Capital IdeasTM

Investment insights from Capital Group

Quantitative tightening: Where does it go from here?
Tom Hollenberg
Fixed Income Portfolio Manager

The US Federal Reserve (Fed) signalled that rate cuts are coming, although it remained noncommittal on when they may occur and left its benchmark interest rate unchanged at a range of 5.25% to 5.50% for the fifth consecutive meeting. Fed Chair Jerome Powell also addressed the central bank’s plans for quantitative tightening (QT), indicating that it would soon begin slowing (or tapering) the rate at which it is shrinking its balance sheet, but did not provide details on when the taper would begin.

Since June 2022, the Fed has been conducting a round of quantitative tightening — slowly reducing the size of its balance sheet by allowing securities to mature and not reinvesting the proceeds. Now, as inflation nears the Fed’s target, the central bank has signalled it will pare back its quantitative tightening, meaning the balance sheet will continue to decrease but at a slower pace. 

How low can the Fed’s balance sheet go?

Assets on US Federal Reserve Balance Sheet

As at 11 March 2024. “Other” category includes federal agency debt, unamortised premiums on securities, unamortised discounts on securities, repo, float, central bank liquidity swaps, other fed assets, foreign exchange assets, gold, and special drawing rights (SDRs). Sources: Capital Group, US Federal Reserve

Based on recent statements from Fed governors, the most realistic scenario appears to be that the central bank will begin tapering the QT programme in June, assuming the Fed believes there will be sufficient liquidity in the market.
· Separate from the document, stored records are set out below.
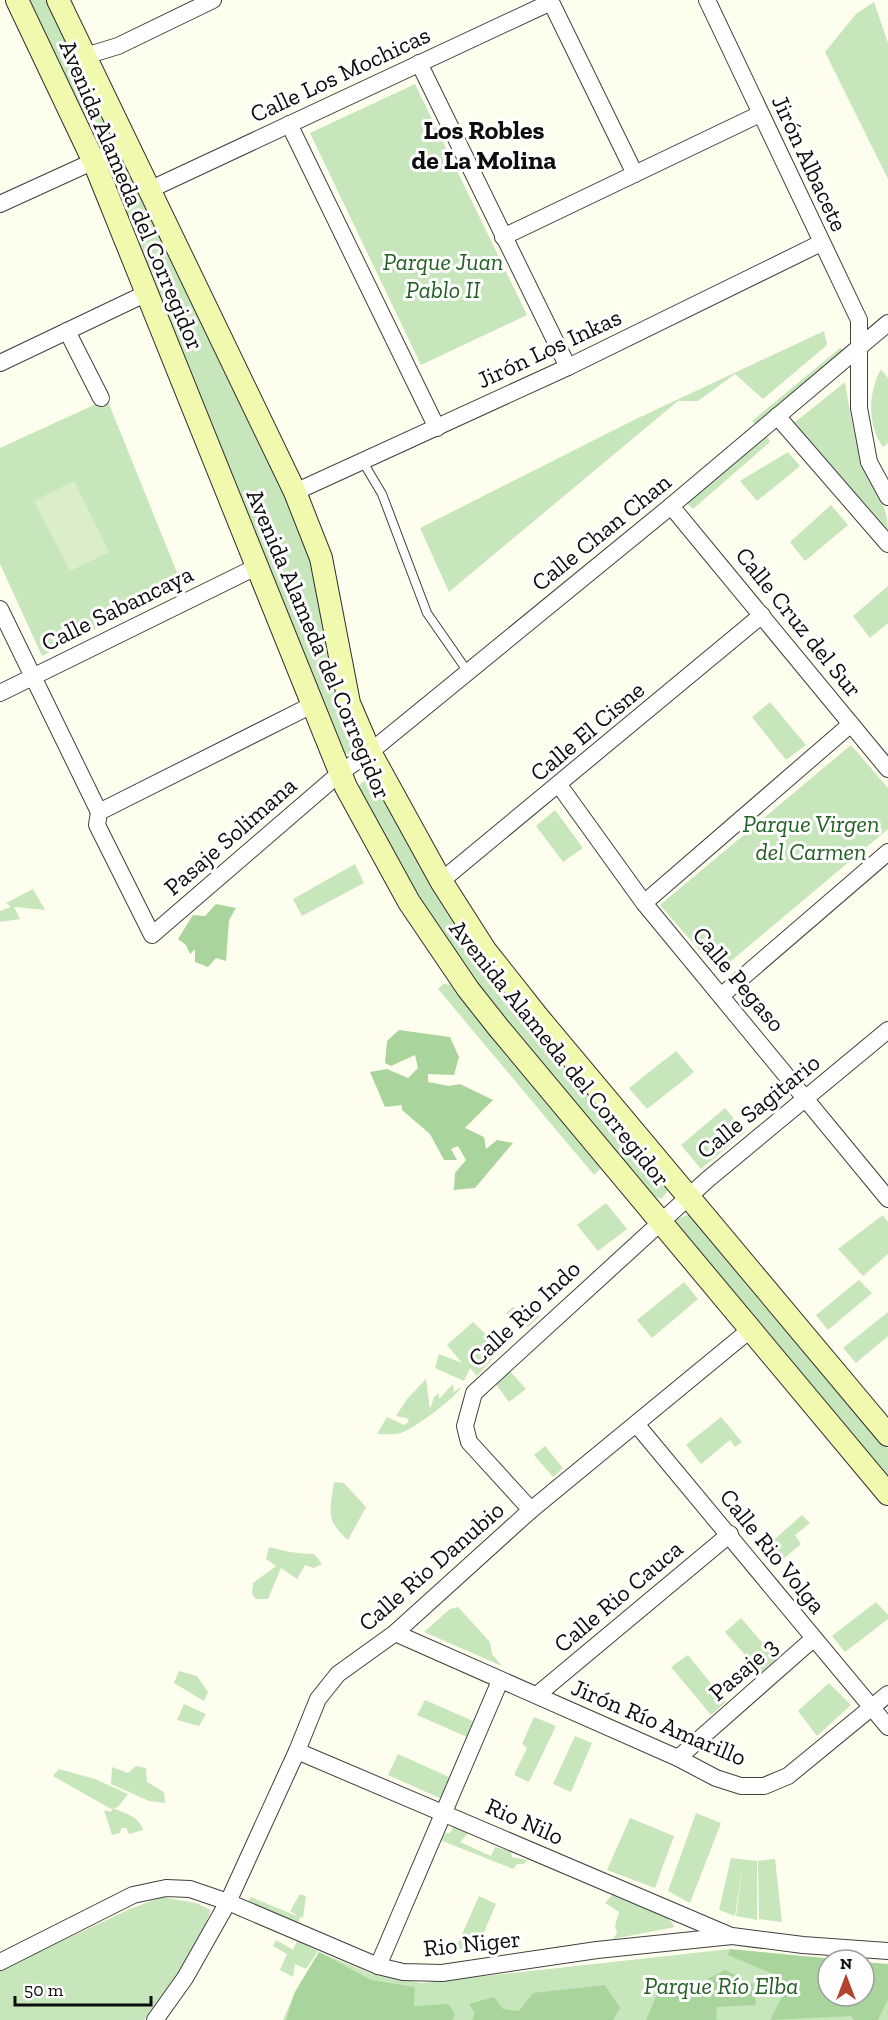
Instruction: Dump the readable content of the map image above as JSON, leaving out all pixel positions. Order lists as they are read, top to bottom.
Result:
{
  "streets": {
    "main road": ["Avenida Alameda del Corregidor"],
    "street": [
      "Calle Los Mochicas",
      "Jirón Albacete",
      "Jirón Los Inkas",
      "Calle Chan Chan",
      "Calle Sabancaya",
      "Calle Cruz del Sur",
      "Calle El Cisne",
      "Pasaje Solimana",
      "Calle Pegaso",
      "Calle Sagitario",
      "Calle Rio Indo",
      "Calle Rio Volga",
      "Calle Rio Danubio",
      "Calle Rio Cauca",
      "Pasaje 3",
      "Jirón Río Amarillo",
      "Rio Nilo",
      "Rio Niger"
    ]
  },
  "crossings": [
    ["Calle Los Mochicas", "Avenida Alameda del Corregidor"],
    ["Jirón Albacete", "Jirón Los Inkas"],
    ["Jirón Albacete", "Calle Chan Chan"],
    ["Avenida Alameda del Corregidor", "Jirón Los Inkas"],
    ["Avenida Alameda del Corregidor", "Calle Chan Chan"],
    ["Avenida Alameda del Corregidor", "Calle Sabancaya"],
    ["Avenida Alameda del Corregidor", "Calle El Cisne"],
    ["Avenida Alameda del Corregidor", "Pasaje Solimana"],
    ["Avenida Alameda del Corregidor", "Calle Sagitario"],
    ["Avenida Alameda del Corregidor", "Calle Rio Indo"],
    ["Avenida Alameda del Corregidor", "Calle Rio Danubio"],
    ["Calle Chan Chan", "Calle Cruz del Sur"],
    ["Calle Chan Chan", "Pasaje Solimana"],
    ["Calle Cruz del Sur", "Calle El Cisne"],
    ["Calle El Cisne", "Calle Pegaso"],
    ["Calle Pegaso", "Calle Sagitario"],
    ["Calle Sagitario", "Calle Rio Indo"],
    ["Calle Rio Indo", "Calle Rio Danubio"],
    ["Calle Rio Volga", "Calle Rio Danubio"],
    ["Calle Rio Volga", "Calle Rio Cauca"],
    ["Calle Rio Volga", "Pasaje 3"],
    ["Calle Rio Volga", "Jirón Río Amarillo"],
    ["Calle Rio Danubio", "Jirón Río Amarillo"],
    ["Calle Rio Danubio", "Rio Nilo"],
    ["Calle Rio Danubio", "Rio Niger"],
    ["Calle Rio Cauca", "Jirón Río Amarillo"],
    ["Pasaje 3", "Jirón Río Amarillo"],
    ["Rio Nilo", "Rio Niger"]
  ],
  "districts": ["Los Robles de La Molina"],
  "parks": ["Parque Juan Pablo II", "Parque Virgen del Carmen", "Parque Río Elba"],
  "scale_bar": "50 m",
  "north": "top"
}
Powell stated that slowing the pace of QT would not mean the Fed is changing the final target level of its balance sheet, although tapering means it would approach that target “more gradually.”

How this will affect markets remains to be seen, but slowing the balance sheet runoff should reduce the likelihood of an unintended liquidity crunch in US Treasury markets, and by extension, broader risk assets.

Tom Hollenberg is a fixed income portfolio manager with 18 years of industry experience. As a fixed income investment analyst, he covers interest rates and options. He holds an MBA in finance from MIT and a bachelor's from Boston College.